Copy out each line of the listing below where the string "scale" appears.
[Dataset extract Boundary: Start]
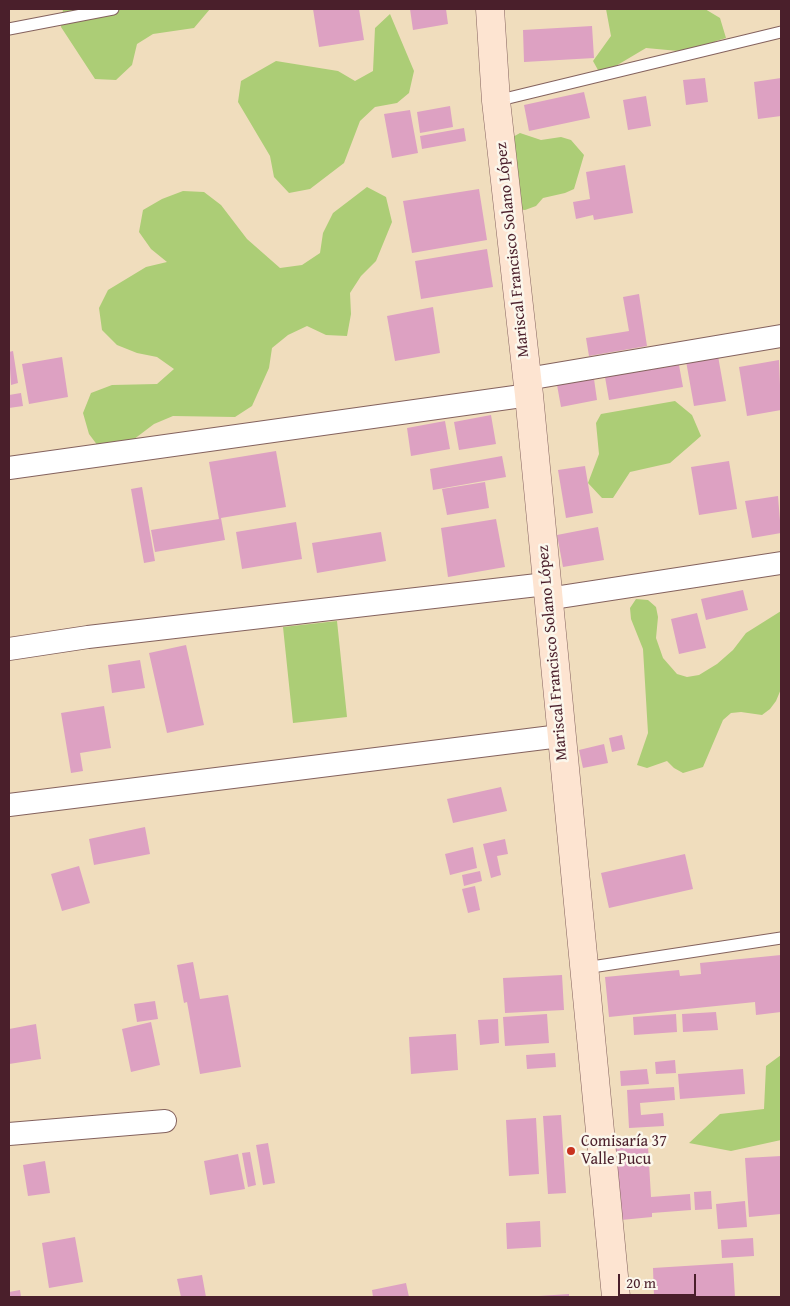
<!DOCTYPE html>
<html>
<head>
<meta charset="utf-8">
<style>
  body { margin:0 }
  #map { position:relative; width:790px; height:1306px; overflow:hidden; background:#f0ddbd; font-family:"Gentium Book Plus",serif }
  canvas { display:block }
  .frame { position:absolute; inset:0; border:10px solid #4a1f2b; pointer-events:none }
  .scale { position:absolute; left:618px; top:1274px; width:78px; height:22px; box-sizing:border-box; border:2px solid #4a1f2b; border-top:0; padding-left:6px; font-size:15px; line-height:18px; white-space:nowrap; color:#4a1f2b; -webkit-text-stroke:4px #fbf7ec; paint-order:stroke }
</style>
</head>
<body>
<div id="map">
<canvas width="790" height="1306"></canvas>
<div class="frame"></div>
<div class="scale">20 m</div>
</div>
<script>
const context = document.querySelector('canvas').getContext('2d');
context.lineJoin = 'round';
function fill(path, color) { context.fillStyle = color; context.fill(path, 'evenodd'); }
const shape = rows => new Path2D(rows.map(r => 'M' + r).join(''));
function stroke(path, color, width, dash) { context.strokeStyle = color; context.lineWidth = width; context.lineCap = dash ? 'butt' : 'round'; context.setLineDash(dash || []); context.stroke(path); }
function drawText(font, color, halo, rows, align = 'center') {
  context.font = font + ' "Gentium Book Plus",serif'; context.lineWidth = 5; context.setLineDash([]); context.textBaseline = 'middle'; context.strokeStyle = halo; context.fillStyle = color; for (const [text, x, y, turn = 0] of rows) {
    context.save(); context.translate(x, y); context.rotate((+turn || 0) * Math.PI / 180); context.textAlign = isNaN(turn) ? turn : align; if (halo) context.strokeText(text, 0, 0); context.fillText(text, 0, 0); context.restore();
  }
}
const green = shape([
  [63,9,210,9,194,28,153,34,137,44,132,65,116,80,95,79,61,27],
  [606,9,705,9,720,18,726,38,716,41,700,53,646,48,609,70,598,70,593,61,611,36],
  [390,14,414,71,409,93,397,103,375,107,360,121,344,163,310,189,289,193,274,177,270,156,238,102,241,81,276,61,338,71,355,81,373,71,375,28],
  [520,133,541,140,561,137,571,140,584,155,574,189,565,193,543,198,536,206,525,210,514,209,511,138],
  [367,187,386,197,392,222,376,261,361,276,350,293,351,314,347,336,326,335,307,326,288,335,272,348,269,368,252,406,235,417,173,416,154,424,121,449,101,450,89,434,83,413,91,393,112,385,157,384,174,369,157,357,137,353,117,345,102,330,99,308,108,290,146,267,167,262,151,249,139,232,143,210,162,199,183,191,204,192,221,205,247,239,280,268,302,265,320,253,323,233,333,213],
  [675,401,692,415,701,436,670,463,630,472,613,498,602,498,588,483,599,454,596,423,601,414],
  [636,599,648,600,656,607,658,617,656,638,663,658,677,674,687,677,699,675,717,664,733,650,746,633,781,611,781,689,776,701,770,709,762,715,741,712,731,713,723,720,703,767,683,773,674,768,667,761,647,768,637,765,648,733,643,649,631,619,630,608],
  [337,621,347,717,293,723,283,627],
  [781,1055,781,1140,731,1151,689,1143,720,1114,764,1109,766,1066]
]);
const building = shape([
  [313,9,359,9,364,40,319,47],
  [410,9,446,9,448,24,413,30],
  [592,26,594,58,524,62,523,30],
  [705,78,708,102,686,105,683,80],
  [781,78,781,116,758,119,754,82],
  [584,92,590,118,529,131,524,105],
  [646,96,651,126,628,130,623,100],
  [450,106,453,127,420,133,417,112],
  [410,110,418,153,392,158,384,114],
  [464,128,466,141,422,149,420,136],
  [625,165,633,213,594,220,593,215,576,219,573,202,590,199,586,172],
  [479,189,487,240,412,253,403,201],
  [487,249,493,287,421,299,415,261],
  [639,294,647,346,589,356,586,338,629,331,623,297],
  [433,307,440,353,395,361,387,316],
  [13,351,18,383,11,385,9,352],
  [718,356,726,401,694,406,686,361],
  [62,357,68,397,29,404,22,364],
  [779,360,781,410,747,416,739,367],
  [679,365,683,387,609,400,605,377],
  [594,379,597,400,561,407,557,385],
  [21,393,23,406,9,408,9,395],
  [491,415,496,444,459,450,454,422],
  [445,421,450,449,411,456,407,428],
  [276,451,286,507,221,518,225,540,155,552,151,530,219,519,209,462],
  [502,456,506,477,433,490,430,469],
  [729,461,737,509,699,515,691,467],
  [585,466,593,513,566,518,558,470],
  [485,482,489,508,447,515,442,489],
  [142,487,155,561,144,563,131,489],
  [778,496,781,533,752,538,745,501],
  [496,519,505,567,448,577,441,528],
  [296,522,302,559,242,569,236,532],
  [598,527,604,560,563,567,557,535],
  [381,532,386,561,317,573,312,543],
  [743,590,748,610,706,620,701,599],
  [697,613,706,648,679,654,671,619],
  [186,645,204,725,167,733,149,653],
  [140,660,145,688,112,693,108,665],
  [104,706,111,748,80,753,83,771,71,773,61,713],
  [622,735,625,749,612,752,609,738],
  [604,744,608,763,583,768,579,750],
  [501,787,507,811,453,823,447,799],
  [145,827,150,854,94,865,89,839],
  [505,839,508,854,497,856,501,875,491,878,483,844],
  [473,847,477,868,450,875,445,854],
  [685,854,693,889,609,908,601,873],
  [79,866,90,903,62,911,51,874],
  [480,871,482,881,464,886,462,875],
  [475,886,480,910,468,913,462,889],
  [781,955,781,1012,756,1015,755,1002,609,1017,605,977,679,970,680,976,701,974,700,963],
  [193,962,200,999,228,995,241,1067,200,1074,187,1002,184,1003,177,965],
  [562,975,564,1010,505,1013,503,978],
  [155,1001,158,1019,137,1022,134,1004],
  [716,1012,718,1030,683,1032,682,1014],
  [547,1014,549,1043,505,1046,503,1017],
  [676,1014,677,1032,634,1035,633,1017],
  [498,1019,499,1043,480,1045,478,1020],
  [151,1022,160,1065,131,1072,122,1029],
  [36,1024,41,1059,9,1064,9,1029],
  [456,1034,458,1070,411,1074,409,1037],
  [555,1053,556,1067,527,1069,526,1055],
  [675,1060,676,1073,656,1074,655,1062],
  [647,1069,649,1084,621,1086,620,1071],
  [743,1069,745,1094,680,1099,678,1074],
  [674,1087,675,1100,640,1103,641,1115,663,1113,664,1126,629,1128,627,1090],
  [561,1115,566,1193,548,1194,543,1116],
  [536,1118,539,1174,509,1176,506,1120],
  [268,1143,275,1183,263,1185,256,1145],
  [648,1146,651,1197,690,1194,691,1210,652,1213,652,1217,621,1220,616,1148],
  [250,1152,256,1185,248,1187,242,1153],
  [238,1154,245,1189,210,1195,204,1161],
  [781,1156,781,1214,749,1217,745,1158],
  [45,1161,50,1193,28,1196,23,1165],
  [711,1191,712,1209,695,1210,694,1192],
  [745,1201,747,1227,718,1229,716,1204],
  [540,1221,541,1247,507,1249,506,1223],
  [75,1237,83,1282,49,1288,42,1243],
  [753,1238,754,1256,722,1258,721,1240],
  [733,1263,735,1297,654,1297,653,1268],
  [202,1275,206,1297,181,1297,177,1279],
  [406,1283,409,1297,373,1297,372,1290],
  [20,1290,21,1297,9,1297,9,1292],
  [569,1294,569,1297,540,1297,539,1296]
]);
const lane = shape([
  [9,29,113,9],
  [496,101,781,32],
  [585,968,781,938]
]);
const street = shape([
  [527,379,781,336],
  [9,468,529,395],
  [547,599,781,563],
  [9,649,88,637,546,584],
  [9,805,560,736],
  [9,1134,165,1121]
]);
const secondary = shape([
  [490,9,496,101,529,395,616,1297]
]);
const markers = [
  [571,1151,5,"#c8321e"]
];
const streetNames = [
  ["Mariscal Francisco Solano López",513,250,-96],
  ["Mariscal Francisco Solano López",553,653,-95]
];
const poiNames = [
  ["Comisaría 37",581,1142],
  ["Valle Pucu",581,1160]
];
fill(green, '#accd76');
fill(building, '#dda1c2');
stroke(lane, '#84625e', 13);
stroke(street, '#84625e', 24);
stroke(secondary, '#84625e', 29);
stroke(lane, '#fff', 11);
stroke(street, '#fff', 22);
stroke(secondary, '#fde4d1', 28);
for (const [x, y, r, color] of markers) { const dot = new Path2D(); dot.arc(x, y, r, 0, 2 * Math.PI); context.fillStyle = color; context.fill(dot); stroke(dot, '#fbf7ec', 2); }
drawText('16px', '#4a1f2b', '#fbf7ec', streetNames);
drawText('16px', '#4a1f2b', '#fbf7ec', poiNames, 'left');
</script>
</body>
</html>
[Dataset extract Boundary: End]
Written response:
  .scale { position:absolute; left:618px; top:1274px; width:78px; height:22px; box-sizing:border-box; border:2px solid #4a1f2b; border-top:0; padding-left:6px; font-size:15px; line-height:18px; white-space:nowrap; color:#4a1f2b; -webkit-text-stroke:4px #fbf7ec; paint-order:stroke }
<div class="scale">20 m</div>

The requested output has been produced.